Jeff Nemeth, the chief executive of the Ford Motor Company of South Africa and president of Ford sub-Saharan Africa, told Business Report last year that multinationals did not like to dilute their brands and found the ownership pillar in the new codes “very onerous”.

The National Association of Automobile Manufacturers of SA confirmed last year that the motor industry was considering establishing an automotive industry sector charter because of the difficulty multinational original equipment manufacturers had in complying with the ownership pillar of the new codes.

Schaefer said that all the multinational vehicle manufacturers in South Africa, with the exception of General Motors (GM), barely make it to level 8 and GM was a level 7.

The BBBEE programme was “great”, but the thresholds and targets for the automotive industry were undoable.

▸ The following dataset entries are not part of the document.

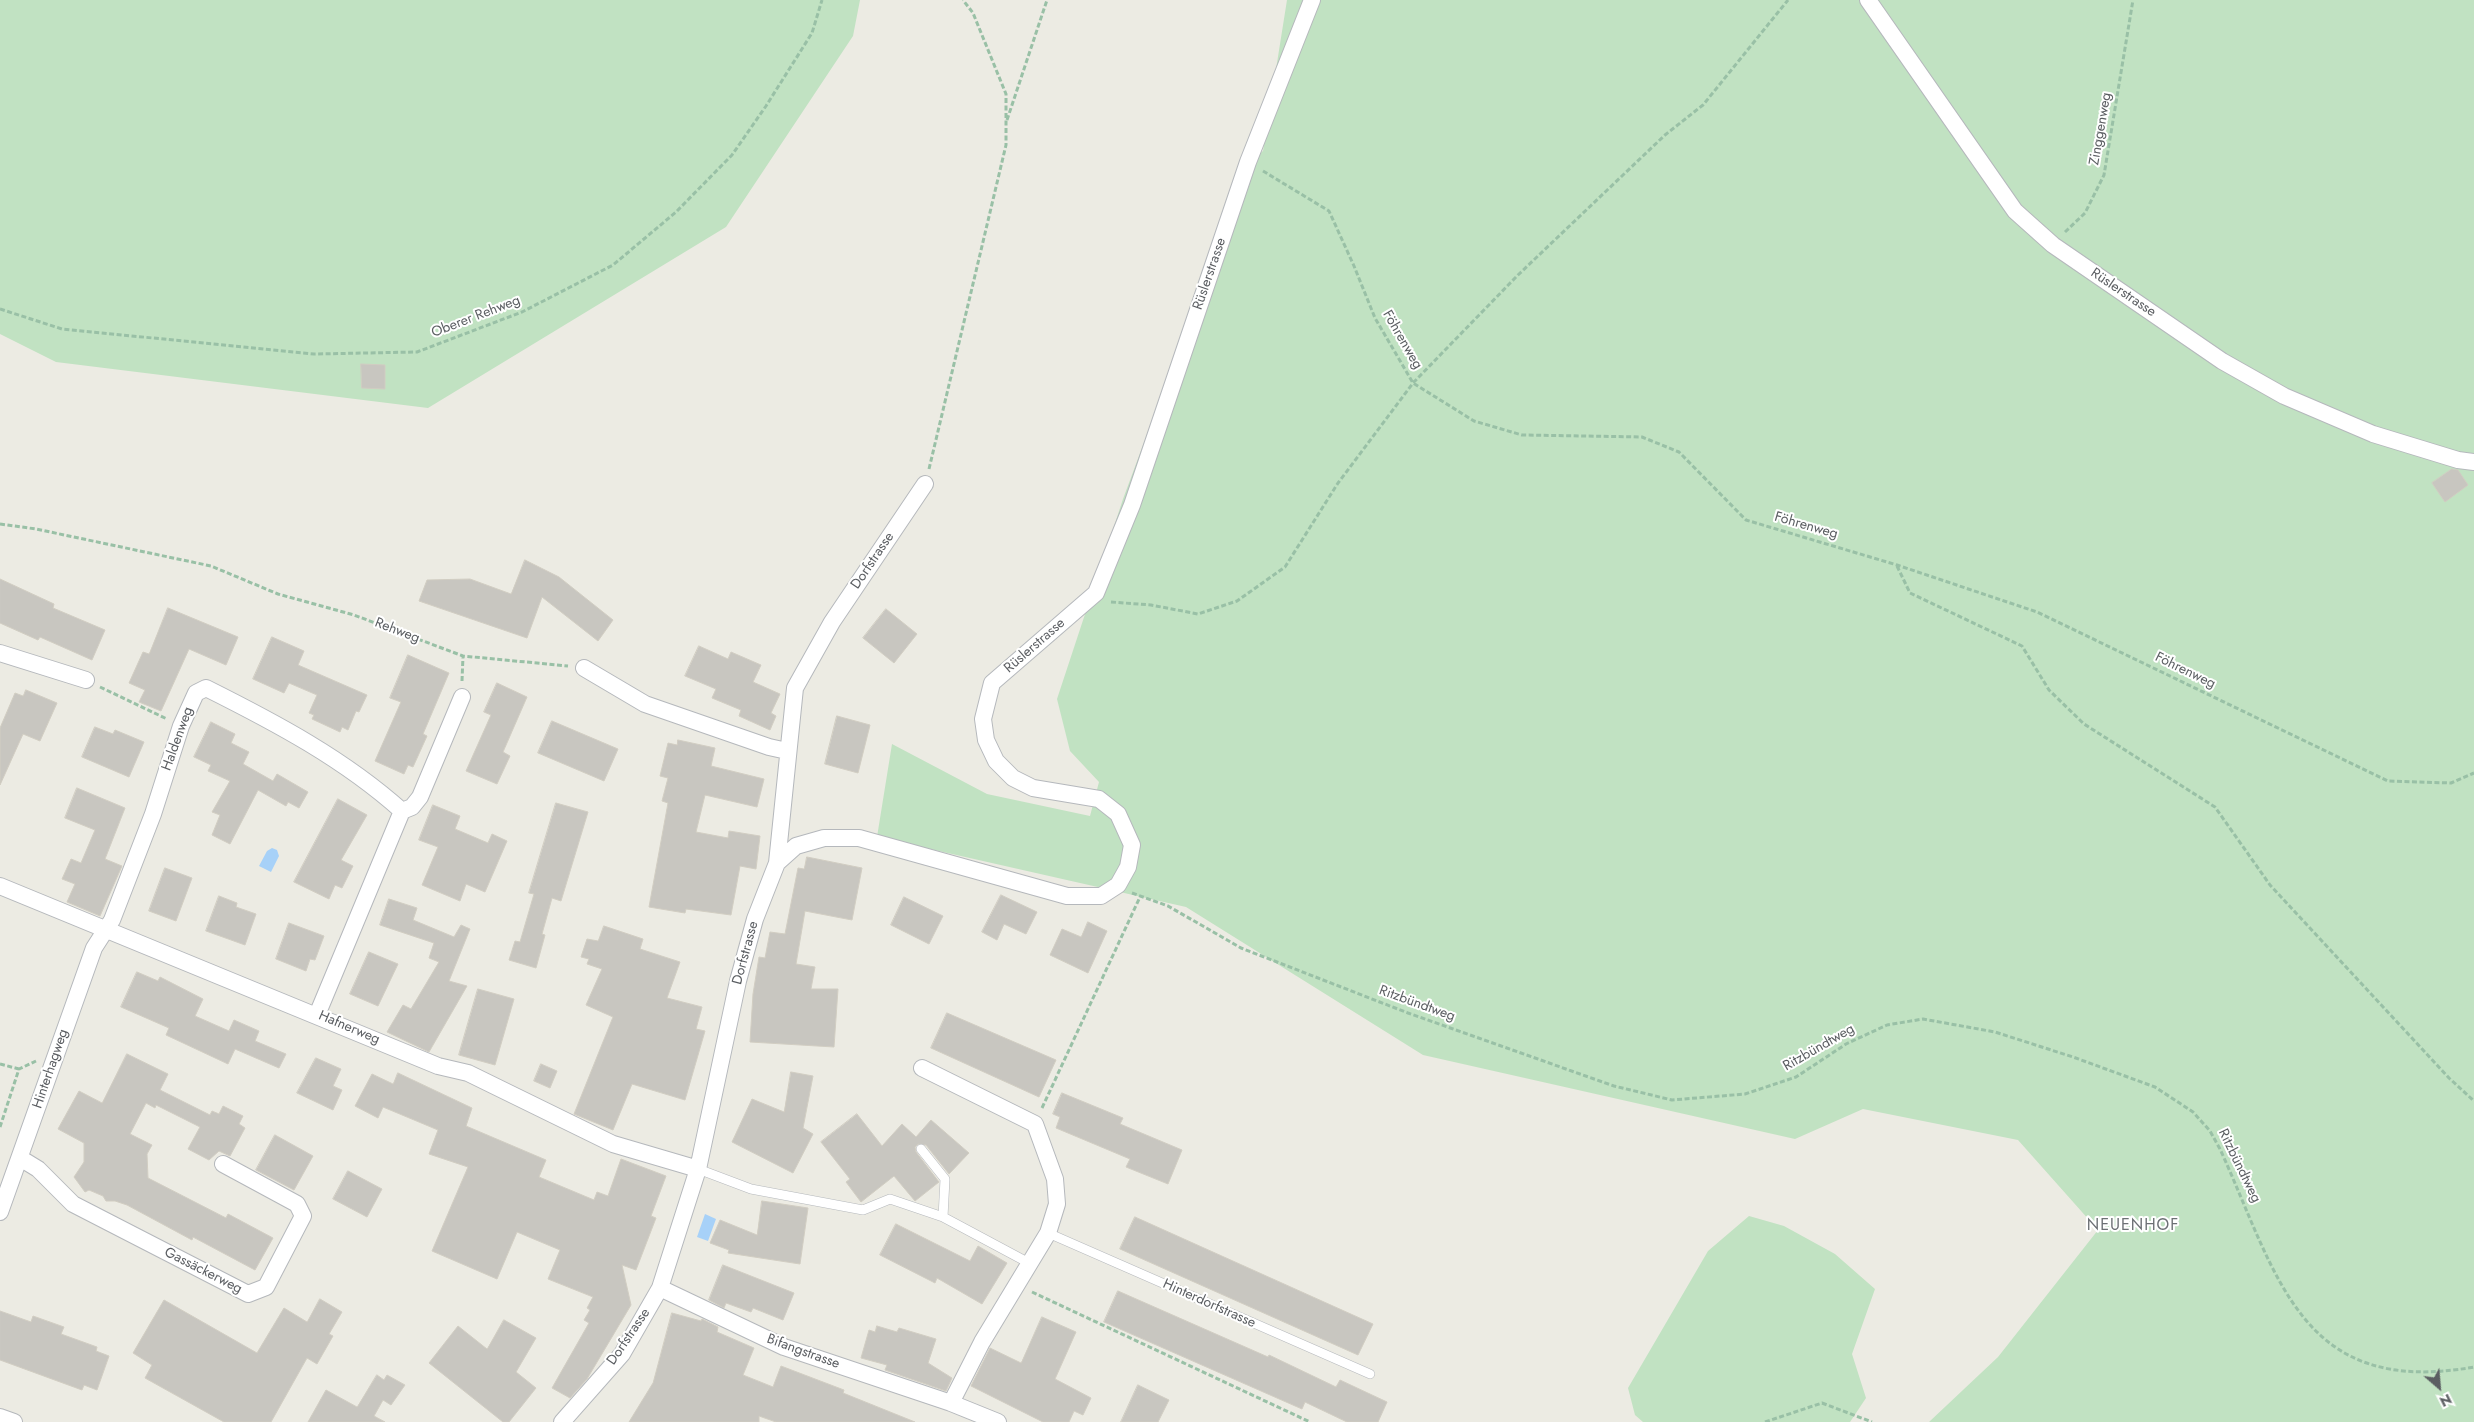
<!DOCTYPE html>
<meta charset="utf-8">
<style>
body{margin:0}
#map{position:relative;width:2474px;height:1422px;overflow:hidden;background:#ecebe3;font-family:Jost,sans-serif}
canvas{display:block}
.north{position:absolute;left:2414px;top:1362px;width:50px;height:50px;-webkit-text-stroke:4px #fff;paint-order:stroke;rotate:153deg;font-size:14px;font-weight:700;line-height:20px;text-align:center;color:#5b5e62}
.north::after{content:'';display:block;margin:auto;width:18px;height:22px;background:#5b5e62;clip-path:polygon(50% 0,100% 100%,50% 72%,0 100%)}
</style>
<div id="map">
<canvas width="2474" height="1422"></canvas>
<div class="north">N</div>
</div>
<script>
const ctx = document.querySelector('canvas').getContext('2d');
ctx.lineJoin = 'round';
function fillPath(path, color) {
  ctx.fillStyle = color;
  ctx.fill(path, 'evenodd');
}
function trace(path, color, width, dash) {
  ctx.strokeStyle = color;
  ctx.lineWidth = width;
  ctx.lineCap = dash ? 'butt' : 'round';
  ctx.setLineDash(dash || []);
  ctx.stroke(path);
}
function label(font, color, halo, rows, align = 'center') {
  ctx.font = font + ' Jost,sans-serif';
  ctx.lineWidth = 4;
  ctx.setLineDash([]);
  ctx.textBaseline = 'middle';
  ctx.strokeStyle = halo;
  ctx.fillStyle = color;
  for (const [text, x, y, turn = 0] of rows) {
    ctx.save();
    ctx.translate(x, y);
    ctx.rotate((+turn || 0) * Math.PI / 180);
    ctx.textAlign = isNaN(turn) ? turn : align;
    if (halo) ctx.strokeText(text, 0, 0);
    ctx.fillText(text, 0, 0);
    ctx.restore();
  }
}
fillPath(new Path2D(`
 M 0,0 L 860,0 L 853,36 L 726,227 L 428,408 L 56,362 L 0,334 Z
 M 1287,0 L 2474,0 L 2474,1422 L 1929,1422 L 1998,1357 L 2098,1230 L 2018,1140 L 1863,1109 L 1795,1139 L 1423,1055 L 1186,907 L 877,837 L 892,744 L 987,794 L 1090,816 L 1099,782 L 1070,751 L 1057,699 L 1123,499 L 1248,162 L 1263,151 Z
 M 1749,1216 L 1784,1226 L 1835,1254 L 1875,1289 L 1852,1354 L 1866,1398 L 1850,1422 L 1643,1422 L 1635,1415 L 1628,1388 L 1708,1251 Z`), '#c1e2c2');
fillPath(new Path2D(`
 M 272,848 L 277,850 L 279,856 L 271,872 L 259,866 L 267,851 Z
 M 705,1214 L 716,1219 L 708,1241 L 697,1237 Z`), '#a7d1f8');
const building = new Path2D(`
 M 361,364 L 385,365 L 385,389 L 362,388 Z
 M 2452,469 L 2458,470 L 2468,485 L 2445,502 L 2432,483 Z
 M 525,560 L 559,577 L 613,620 L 598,641 L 542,597 L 527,638 L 419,601 L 427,580 L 470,579 L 511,594 Z
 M 0,579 L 54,604 L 53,608 L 105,630 L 92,660 L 40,637 L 38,640 L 0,623 Z
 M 168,608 L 238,637 L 226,665 L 189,649 L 161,711 L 139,702 L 145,690 L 129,683 L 143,652 L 149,654 Z
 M 886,609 L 917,634 L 894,663 L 863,638 Z
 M 272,637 L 304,651 L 298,665 L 367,695 L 359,712 L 356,711 L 348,730 L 342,727 L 340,732 L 312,719 L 314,715 L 309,713 L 317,695 L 289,683 L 284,693 L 253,679 Z
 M 699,646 L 728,659 L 731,652 L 761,665 L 753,682 L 780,694 L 771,713 L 776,716 L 770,730 L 739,716 L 741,710 L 712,698 L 716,689 L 685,676 Z
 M 408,655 L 449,673 L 423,734 L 427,736 L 413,767 L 408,765 L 404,774 L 375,761 L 401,702 L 390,698 Z
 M 497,683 L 527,697 L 503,752 L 510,756 L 497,784 L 466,771 L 491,715 L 484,712 Z
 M 26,690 L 57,703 L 40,741 L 23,734 L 0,785 L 0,728 L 15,693 L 23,696 Z
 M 837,716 L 870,725 L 858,773 L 825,764 Z
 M 552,721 L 618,749 L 604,781 L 538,753 Z
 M 211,722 L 235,734 L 231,743 L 249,752 L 243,764 L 273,781 L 277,774 L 308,792 L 299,808 L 288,802 L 286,806 L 258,790 L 230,844 L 212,835 L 220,815 L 212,812 L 230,781 L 208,771 L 211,765 L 194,757 Z
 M 95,727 L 113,734 L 115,730 L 144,742 L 129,777 L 82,757 Z
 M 678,740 L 715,748 L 711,766 L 764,779 L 757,807 L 705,795 L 696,832 L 728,838 L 729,831 L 760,836 L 756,869 L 740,866 L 731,915 L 686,909 L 685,913 L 649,907 L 668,803 L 662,801 L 668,778 L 660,776 L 668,743 L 677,745 Z
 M 77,788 L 125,808 L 105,859 L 122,866 L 100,916 L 67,902 L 75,884 L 62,879 L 71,859 L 81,863 L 95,830 L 65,818 Z
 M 338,799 L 367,815 L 341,860 L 353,866 L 342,888 L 335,885 L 329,899 L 294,882 Z
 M 556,803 L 588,812 L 561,901 L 552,898 L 542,934 L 545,935 L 536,968 L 509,960 L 515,941 L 520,942 L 534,894 L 529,893 Z
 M 433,805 L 460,816 L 455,829 L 488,843 L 492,834 L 507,841 L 485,892 L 466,884 L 460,901 L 422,885 L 438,847 L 419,840 Z
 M 807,857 L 862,868 L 852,920 L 805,911 L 796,964 L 815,967 L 811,989 L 838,989 L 834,1047 L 750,1042 L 753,994 L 759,957 L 765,958 L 770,932 L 785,934 L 798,868 L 804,869 Z
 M 165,868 L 192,878 L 176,921 L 149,911 Z
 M 1001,895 L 1037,912 L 1026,934 L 1004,924 L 997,940 L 982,932 Z
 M 219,896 L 237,903 L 236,907 L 256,914 L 245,945 L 206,931 Z
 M 904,897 L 943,916 L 929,944 L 891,925 Z
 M 389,899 L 417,908 L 413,920 L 454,937 L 461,925 L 470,929 L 449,981 L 467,986 L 429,1052 L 387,1032 L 403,1005 L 411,1009 L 439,962 L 429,958 L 434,943 L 380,925 Z
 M 1088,922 L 1107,931 L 1088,973 L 1050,955 L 1062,929 L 1081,937 Z
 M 289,923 L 324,936 L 315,960 L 310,959 L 306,971 L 276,959 Z
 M 604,926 L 643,939 L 640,949 L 680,962 L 667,998 L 702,1007 L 696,1029 L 705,1031 L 685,1100 L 632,1084 L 613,1130 L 574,1114 L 613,1017 L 586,1005 L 602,969 L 587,964 L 589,959 L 581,957 L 587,939 L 598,941 Z
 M 369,952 L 398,964 L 378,1006 L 350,994 Z
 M 137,972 L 158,981 L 160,977 L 203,999 L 195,1016 L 229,1031 L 234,1020 L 259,1031 L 255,1041 L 286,1054 L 279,1068 L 235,1049 L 228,1064 L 166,1035 L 169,1028 L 121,1007 Z
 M 478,989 L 514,999 L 495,1065 L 459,1055 Z
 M 947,1013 L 1056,1060 L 1039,1097 L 931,1048 Z
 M 127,1054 L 168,1074 L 160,1090 L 210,1115 L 212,1111 L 219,1114 L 223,1106 L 243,1116 L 239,1124 L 245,1128 L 230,1156 L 219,1151 L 209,1160 L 188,1149 L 200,1127 L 156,1105 L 155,1108 L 146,1103 L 130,1134 L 152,1145 L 147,1154 L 148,1178 L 226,1218 L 228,1214 L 273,1238 L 255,1270 L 193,1237 L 192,1240 L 127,1205 L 115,1201 L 106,1201 L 103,1196 L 89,1190 L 85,1192 L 74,1177 L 84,1162 L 84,1143 L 58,1129 L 79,1091 L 102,1103 Z
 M 316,1058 L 341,1069 L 333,1086 L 342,1090 L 333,1110 L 297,1093 Z
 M 541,1064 L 557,1071 L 550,1088 L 534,1081 Z
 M 791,1072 L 813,1076 L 803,1128 L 813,1134 L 793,1173 L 732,1142 L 752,1099 L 784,1112 Z
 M 398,1073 L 472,1108 L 466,1126 L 546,1160 L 539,1177 L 594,1200 L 597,1192 L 608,1196 L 621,1159 L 666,1176 L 651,1216 L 656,1218 L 636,1270 L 622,1265 L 631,1305 L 587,1379 L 570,1398 L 552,1388 L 589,1323 L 584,1320 L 590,1310 L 587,1308 L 593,1297 L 548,1279 L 560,1250 L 517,1232 L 497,1279 L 432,1251 L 468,1167 L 429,1154 L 438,1130 L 383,1107 L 378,1118 L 355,1106 L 372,1074 L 393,1084 Z
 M 1062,1093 L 1123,1118 L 1120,1124 L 1182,1150 L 1168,1184 L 1126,1167 L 1130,1159 L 1056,1128 L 1060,1117 L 1053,1114 Z
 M 857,1114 L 882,1146 L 902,1124 L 916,1137 L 931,1120 L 969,1153 L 949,1174 L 926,1145 L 918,1144 L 915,1147 L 916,1152 L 939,1182 L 915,1201 L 894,1176 L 861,1202 L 846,1182 L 850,1179 L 821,1142 Z
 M 275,1135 L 313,1156 L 294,1190 L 256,1170 Z
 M 348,1171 L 382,1189 L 367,1217 L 333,1199 Z
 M 762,1201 L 808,1208 L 800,1264 L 728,1253 L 729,1250 L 710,1243 L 720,1220 L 757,1235 Z
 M 1135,1217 L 1373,1324 L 1358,1355 L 1120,1249 Z
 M 896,1224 L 970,1261 L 978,1246 L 1007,1263 L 982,1304 L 937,1278 L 935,1283 L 880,1255 Z
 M 723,1265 L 794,1293 L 783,1320 L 753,1308 L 751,1312 L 726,1303 L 724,1308 L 709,1300 Z
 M 1118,1291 L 1268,1357 L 1269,1355 L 1336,1387 L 1340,1380 L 1387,1402 L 1378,1422 L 1347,1422 L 1305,1402 L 1302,1409 L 1104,1322 Z
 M 320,1299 L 342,1312 L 329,1334 L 333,1336 L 317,1364 L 307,1358 L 271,1422 L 224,1422 L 145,1378 L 152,1365 L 133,1353 L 164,1300 L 257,1353 L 284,1308 L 307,1322 Z
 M 0,1311 L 31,1322 L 33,1316 L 64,1327 L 61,1334 L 97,1347 L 96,1351 L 109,1356 L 97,1390 L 84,1385 L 82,1390 L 0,1360 Z
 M 672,1313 L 701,1321 L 702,1319 L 718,1327 L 717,1332 L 754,1348 L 743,1375 L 773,1387 L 781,1366 L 844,1390 L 843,1393 L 915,1422 L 776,1422 L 759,1416 L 759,1422 L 629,1422 L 653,1383 Z
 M 1042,1317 L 1076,1332 L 1055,1379 L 1091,1398 L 1083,1415 L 1074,1411 L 1069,1422 L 1043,1422 L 971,1386 L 990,1348 L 1021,1363 Z
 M 504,1320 L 536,1338 L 516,1372 L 536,1388 L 509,1422 L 503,1422 L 429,1363 L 458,1326 L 487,1349 Z
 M 877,1326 L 897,1332 L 899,1328 L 936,1339 L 928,1363 L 952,1378 L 946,1391 L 885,1370 L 887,1365 L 861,1358 L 869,1330 L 875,1332 Z
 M 377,1375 L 384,1380 L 387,1375 L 405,1385 L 391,1405 L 383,1400 L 374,1416 L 385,1422 L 308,1422 L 326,1390 L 357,1407 Z
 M 1138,1385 L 1169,1400 L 1158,1422 L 1121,1422 Z`);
fillPath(building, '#c8c6c0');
trace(building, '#d1cdc2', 1);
const lane = new Path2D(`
 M 921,1149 L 945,1179 L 943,1217
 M 698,1169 L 751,1189 L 863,1210 L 890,1199 L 943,1217 L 1029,1263
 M 1048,1233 L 1370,1374`);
const street = new Path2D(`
 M 1868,0 L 2015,211 L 2053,245 L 2222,361 L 2284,396 L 2373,434 L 2458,460 L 2474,462
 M 0,653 L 86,680
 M 584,668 L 645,704 L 769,747 L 787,751
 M 402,811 L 412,807 L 420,797 L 462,697
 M 777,863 L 796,846 L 824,838 L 859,838 L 1067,896 L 1101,896 L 1118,885 L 1128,867 L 1132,845 L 1118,814 L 1099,799 L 1033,788 L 1013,778 L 996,761 L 986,740 L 983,719 L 992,683 L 1096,593 L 1132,505 L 1248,162 L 1312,0
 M 0,886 L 438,1066 L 468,1073 L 613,1144 L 698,1169
 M 922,1068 L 1035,1124 L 1055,1179 L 1057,1204 L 1048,1233 L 982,1342 L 951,1403
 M 20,1158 L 38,1169 L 73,1204 L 248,1294 L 266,1287 L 303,1216 L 297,1204 L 223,1164
 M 0,1212 L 94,948 L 112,920 L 153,814 L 181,726 L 196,693 L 206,688 C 276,723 344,759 402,811 L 317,1015
 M 660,1288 L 784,1347 L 951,1403 L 998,1422
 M 0,1417 L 14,1422
 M 562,1422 L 622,1354 L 660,1288 L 698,1169 L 738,981 L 755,919 L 777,863 L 795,688 L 832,622 L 925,484`);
trace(lane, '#b5b8bc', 10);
trace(street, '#b5b8bc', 18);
trace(new Path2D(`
 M 1007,120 L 1047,0
 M 1263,171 L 1329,211 L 1354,266 L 1375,318 L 1413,383 L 1474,421 L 1522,435 L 1642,437 L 1679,452 L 1746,520 L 1897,565 L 2037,612 L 2388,781 L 2451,783 L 2474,773
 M 2065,232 L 2085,213 L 2104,175 L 2133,0
 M 0,309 L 62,329 L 314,354 L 417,352 L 522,312 L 613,265 L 676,212 L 732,155 L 766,106 L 812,33 L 822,0
 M 929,469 L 1006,145 L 1006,94 L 973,13 L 963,0
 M 0,524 L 36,529 L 211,566 L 278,594 L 354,615 L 463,656 L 568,666
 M 1897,566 L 1910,593 L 2022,646 L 2049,690 L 2084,724 L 2215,807 L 2270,885 L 2449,1078 L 2474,1101
 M 1111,602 L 1151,605 L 1198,614 L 1237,601 L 1285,567 L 1338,483 L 1413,383 L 1518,275 L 1665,135 L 1703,105 L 1788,0
 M 462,681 L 463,656
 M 100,687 L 167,719
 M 1132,893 L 1168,906 L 1241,948 L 1408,1013 L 1614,1086 L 1672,1100 L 1745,1094 L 1796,1077 L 1846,1044 L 1887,1025 L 1923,1019 L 1995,1032 L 2073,1057 L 2155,1087 L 2193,1112 L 2210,1131 L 2220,1149 C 2278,1276 2300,1398 2474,1367
 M 0,1064 L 19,1069
 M 1042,1108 L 1140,897
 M 0,1127 L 19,1069 L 36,1061
 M 1032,1292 L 1310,1422
 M 1765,1422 L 1822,1403 L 1872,1422`), '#99c0a6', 3, [5, 2.5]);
trace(lane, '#fff', 9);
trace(street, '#fff', 16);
label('14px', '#5b5e62', '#fff', [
 ["Zinggenweg",2101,129,-80],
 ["Rüslerstrasse",1210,274,-71],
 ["Rüslerstrasse",2123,293,34],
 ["Oberer Rehweg",476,317,-21],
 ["Föhrenweg",1402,340,60],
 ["Föhrenweg",1806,526,16],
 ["Dorfstrasse",873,561,-56],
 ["Rehweg",397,631,21],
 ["Rüslerstrasse",1035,646,-41],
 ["Föhrenweg",2185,671,26],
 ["Haldenweg",178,739,-70],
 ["Dorfstrasse",746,953,-75],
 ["Ritzbündtweg",1417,1004,20],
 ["Hafnerweg",349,1028,23],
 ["Ritzbündtweg",1819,1048,-30],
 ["Hinterhagweg",51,1069,-71],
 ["Ritzbündtweg",2239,1166,64],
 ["Gassäckerweg",203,1271,27],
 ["Hinterdorfstrasse",1209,1304,24],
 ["Dorfstrasse",629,1337,-56],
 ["Bifangstrasse",803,1352,20]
]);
ctx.letterSpacing = '1px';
label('16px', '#6c7074', '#fff', [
 ["NEUENHOF",2133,1226]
]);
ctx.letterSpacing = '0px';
</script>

Schaefer said the Trade and Industry Department had accused manufacturers of dragging their feet and not doing enough to trade with black-owned businesses.

No database

This resulted in VWSA requesting a list or the database of all black-owned businesses in the country from the department, but no such database existed.

Schaefer said VWSA decided to create the database itself and approached every single BEE verification agency and the chambers of business to try and track down any black-owned business that could do anything related to automotive. They came up with a total of 41 companies, but according to the BBBEE rules VW alone needed a total of 500 black-owned companies with which to trade.

Schaefer said VWSA had now invested in a trust with an incubator and were “pushing this on all fronts”. “But will it bring you to level 4? Absolutely not. This is going to be quite a road in front of us and if the government wants to enforce level 4, good luck,” he said.

Schaefer did not believe there was an imminent threat that the government would try to enforce the new BBBEE codes on automotive companies and there was not a deadline by which the industry had to comply. “We are too highly invested in this country to ignore it,” he said.

VWSA announced last year that it would be investing more than R4.5 billion in South Africa by 2017 to increase the production capacity of its Uitenhage plant by 50 percent to 150 000 units a year and for the production of at least two new vehicle models. This was followed by its first black-owned supplier day in Uitenhage in May this year as part of an initiative to expand its black-owned supplier base.